Nepal’s latest stance exposes Indian poor diplomatic dealings in South Asia

Nepal's latest stance exposes Indian poor diplomatic dealings in South Asia

BEIJING, July 14 (APP):In recent weeks, Nepal took some diplomatic and political moves that directly pinched its southern neighbor India, giving the latter a stunning surprise and sudden blow.

Nepal’s move not only challenged India’s age-old narrative on bilateral relations but also retained the Himalayan republic’s diplomatic diktat.

A series of diplomatic face-offs have called for re-definitions of the India-groomed grand narrative that regard India as the big brother, the trouble-free open border and the relations of bread and bride, Mahendra Subedi, a Nepali journalist currently in Beijing wrote in his article for China Global Television Network (CGTN) on Tuesday.

In one sense, Nepal’s latest stance has humiliated India. But on the other, it has also exposed India’s poor diplomatic dealings in South Asia.

It is understandable that India barely enjoys good relations with other South Asian countries. Nonetheless, it does not mean that Nepal wants sour relations with India as it advocates the balanced ties on equal footing without India micromanaging Nepal’s domestic affairs.

As the Indian side unilaterally constructed roads in Nepal’s territory to link China’s Mansarovar, Nepal took this act seriously and asked the Indian side to halt the construction.

Through the road development, India was delivering the message of ownership to that area. In response, Nepal was also obliged to take a step but that became costlier to India, indeed. India cannot afford to ignore Nepal’s national unity for the border issue.

The confrontation reached at its climax after Nepal updated its new political and administrative map including Kalapani, Limpiyadhura and Lipulekh, which India had been claiming its own.

Nepal’s President Bidya Devi Bhandari on June 18, authenticated the proposal to amend the Constitution that incorporated the three sites after the Parliament approved it unopposed.

Now, Nepal is claiming its stake up to Limpiyadhura in the West – the origin of KKali River as defined by the Sugauli Treaty signed between British colonized India and Nepal in 1816.

However, India has been orchestrating a foul play over the source of Kali River and opposing Nepal’s claim in the recent decades. As claimed by border experts, India is creating a fake point in the snowy Himalaya as the origin of Kali River an expansionist ploy of India that it often exhibits with other neighboring countries.

The thing turned from bad to worse when India’s army chief Manoj Mukund Naravane on May 15, provoked the issue saying “Nepal might have raised the issues (of border) at the behest of someone else,” indirectly referring to China.

Such an irresponsible remark coming from a non-diplomatic and non-political sector not only plunged the bilateral relation but also ignited the people in Kathmandu with anti-Indian sentiments. Actually, such a harsh comment from the army chief on the border dispute was uncalled for.

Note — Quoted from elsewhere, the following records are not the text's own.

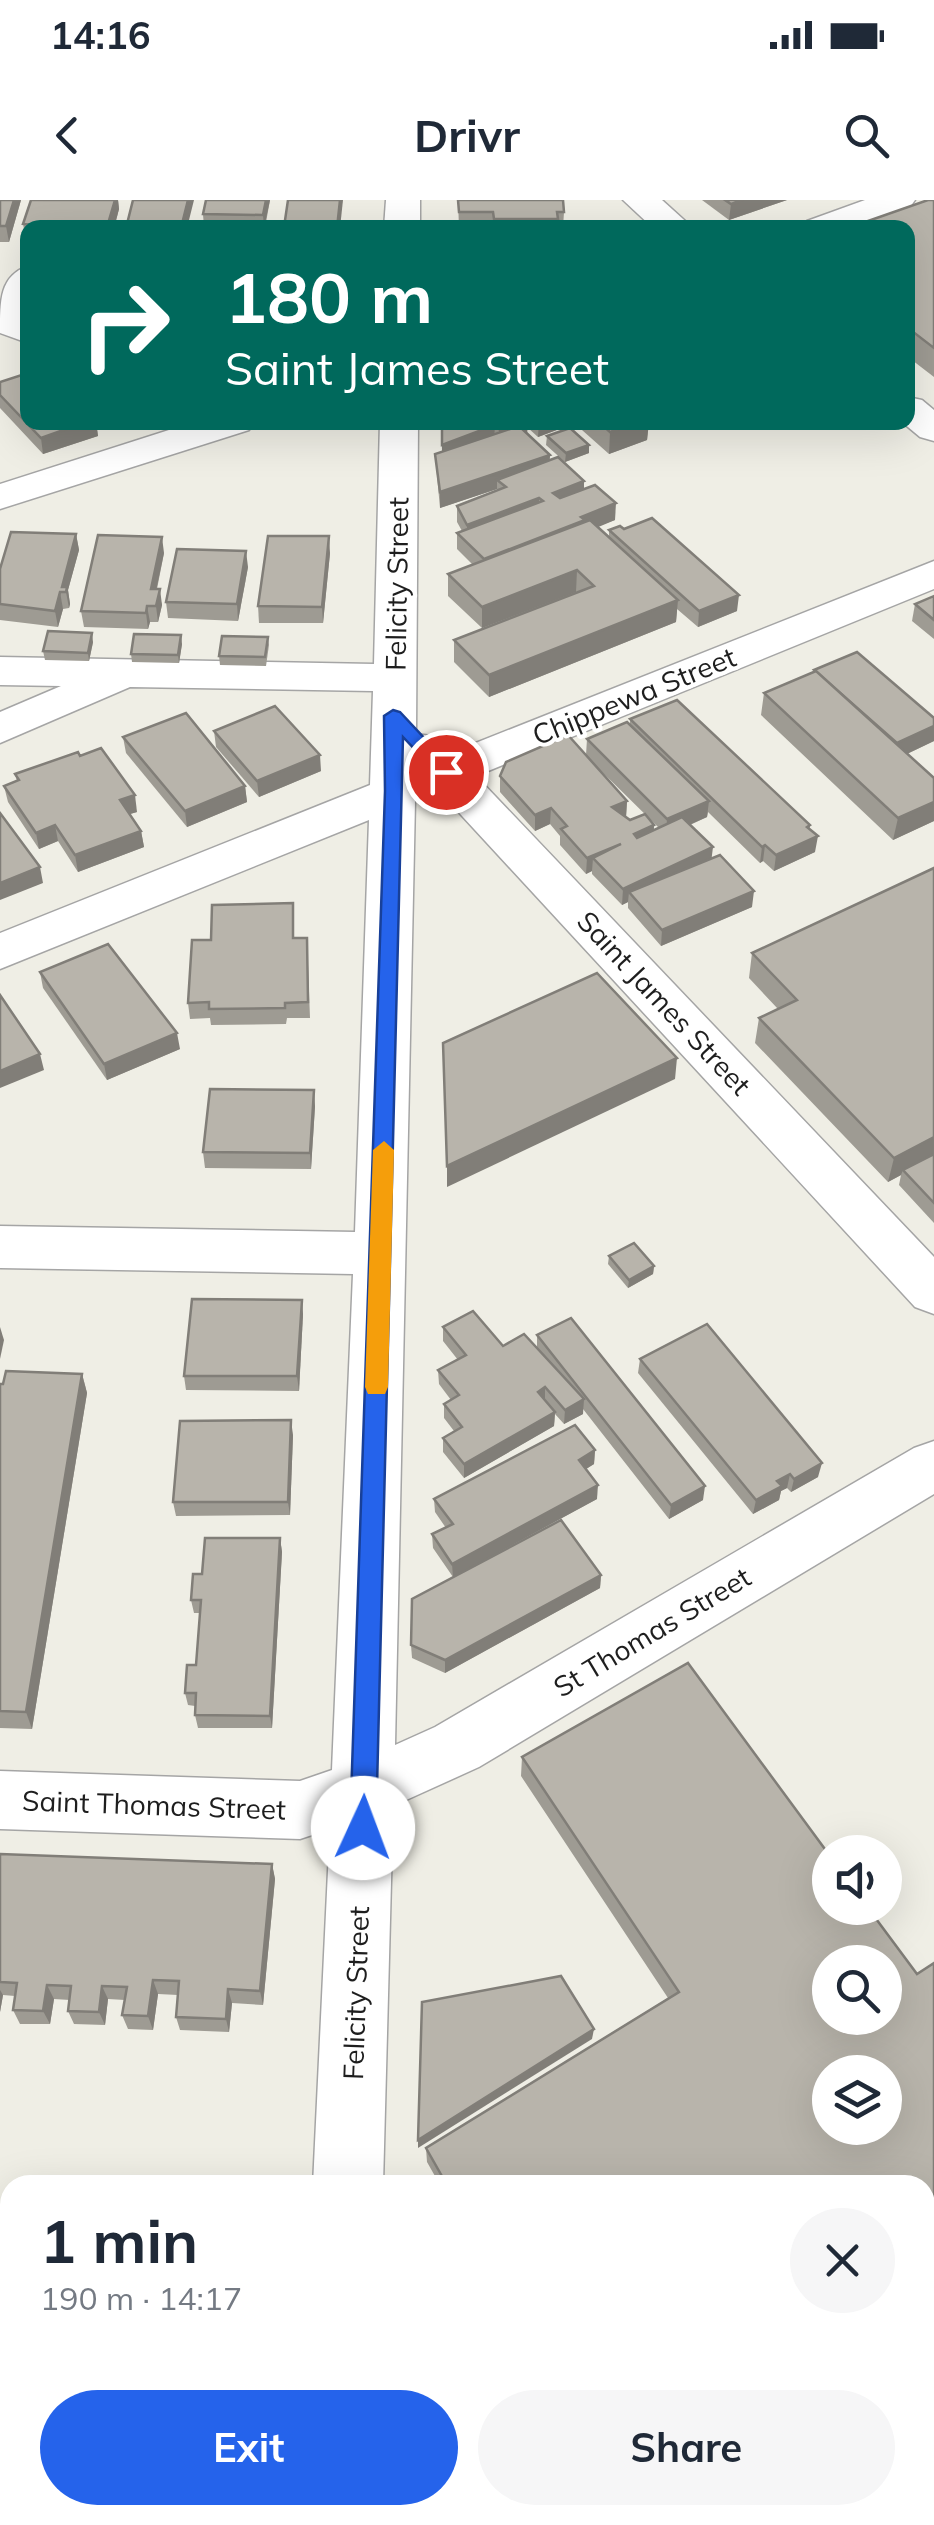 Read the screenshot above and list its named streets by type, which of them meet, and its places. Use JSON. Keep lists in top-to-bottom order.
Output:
{
  "streets": {
    "street": [
      "Felicity Street",
      "Chippewa Street",
      "Saint James Street",
      "St Thomas Street",
      "Saint Thomas Street"
    ]
  },
  "crossings": [
    ["Felicity Street", "Chippewa Street"],
    ["Felicity Street", "Saint James Street"],
    ["Felicity Street", "St Thomas Street"],
    ["Felicity Street", "Saint Thomas Street"],
    ["Chippewa Street", "Saint James Street"],
    ["St Thomas Street", "Saint Thomas Street"]
  ],
  "page": {
    "status": "14:16",
    "header": "Drivr",
    "turn": ["180 m", "Saint James Street"],
    "heading": ["1 min", "190 m · 14:17"],
    "buttons": ["Exit", "Share"]
  }
}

India is often reluctant to hold talks with Nepal on border disputes but the lone agenda of determination of origin of Kali River is a must. Unfortunately, Nepal has not even got a chance to furnish the evidences on the source of Kali River because of India’s denial for dialogues.

For the matter to resolve, Nepal has repeatedly asked India to open the doors for talks in view of the changed context. Despite Nepal’s continuous pitch for reactivation of Foreign Affairs Secretary-Level Joint Commission to troubleshoot the border dispute and release of the Eminent Persons Group (EPG) report, India has been turning a deaf ear for no reason.

“We have been making regular efforts for talks and are awaiting Indian side’s concrete response,” Nepal’s foreign minister Pradeep Gyawali briefed the media on June 19.

Nepal believes that India is being insensitive and irresponsible towards talks to amicably resolve the outstanding border differences. Refraining from friendly consultations, it is encroaching upon Nepal’s territory.

The blunder India has done in regard to its Nepal policy is to belittle Nepali citizens’ ambitions and their progressivism to view at the changing regional power dynamics. The point is India’s traditional influence is eroding not only in Kathmandu but also in the entire South Asia.

And this is not because of other countries but because of India’s bullying. Instead of pointing fingers on others, India is expected to review its flaws – both pollitical and diplomatic. Though that’s unlikely from the Indian side, it’s already too late for them.

Now, India has the only thing left and that is to lament. Also, India should be open for demilitarization of those areas to begin talks and this will be good for security concerns of Nepal, India and China too.

Nepal and India have never been arch rivals but existing narratives are being ruptured without causing any damage to relations. Never colonized in history, Nepal has gathered such guts.